HAVE YOUR EYES and ears been repeatedly assaulted by the ad for VIPoo toilet spray yet? If not, please press play:
That’s really something, isn’t it? There is much to discuss.
1. Is a smelly candle or a spray not enough any more?
Honestly, the pressure is too great. We can’t completely protect the world from poo smells. We just can’t.
2. Surely no one really says “punish the porcelain”?
Something about this phrase just rubs me up the wrong way. It’s too visceral.
3. Why are the poos shaped like donuts?
So you’ve gone out of your way to say ‘poo’ several times in the ad, but showing us some realistic turds is going too far? Why do you have to ruin donuts for us?
4. The depiction of unisex public toilets is very modern now, isn’t it?
VIPoo leading the way!
5. They do know that it’s not a secret that women poo, don’t they?
In the ad, our starlet is valiantly attempting to hide the fact that she poos from an oblivious man – several oblivious men in the American version.

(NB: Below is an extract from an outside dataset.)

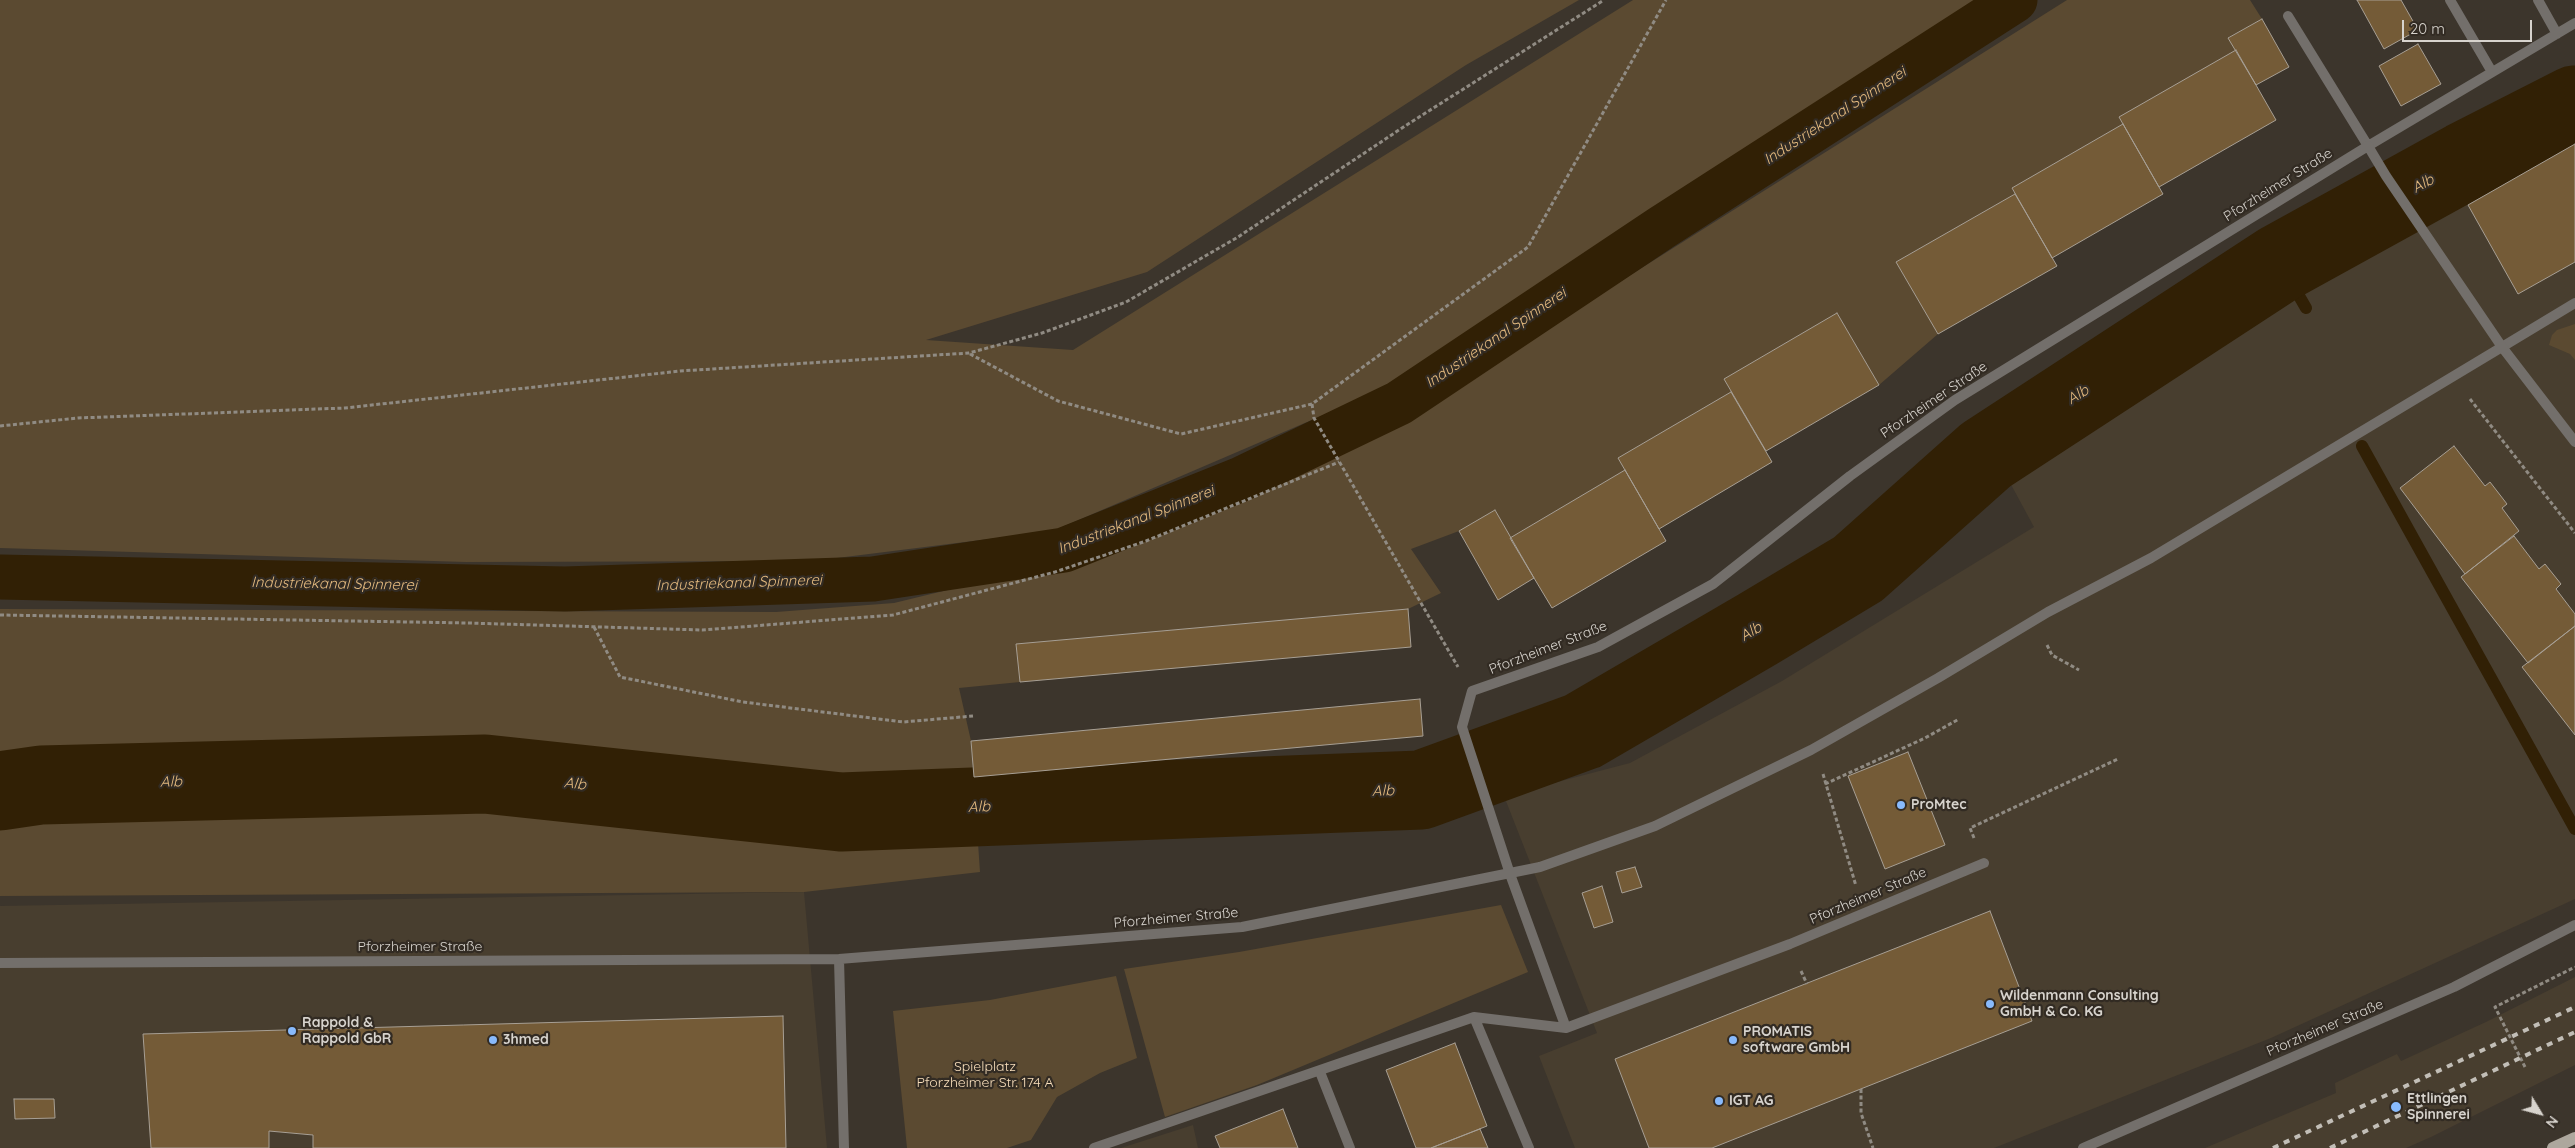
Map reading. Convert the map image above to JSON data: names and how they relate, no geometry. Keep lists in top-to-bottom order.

Because they still have no clue that we also poo, right? That’s just between us gals! Tee hee!
6. Why does he do this. Why
God, I could cry.
7. Doesn’t your heart just go out to her?
Girl, you’re doing a great job. You’re selling poo spray, but let it never be said that you didn’t fully commit.
Will you be giving your toilet the VIPoo treatment? Wait. Don’t answer that.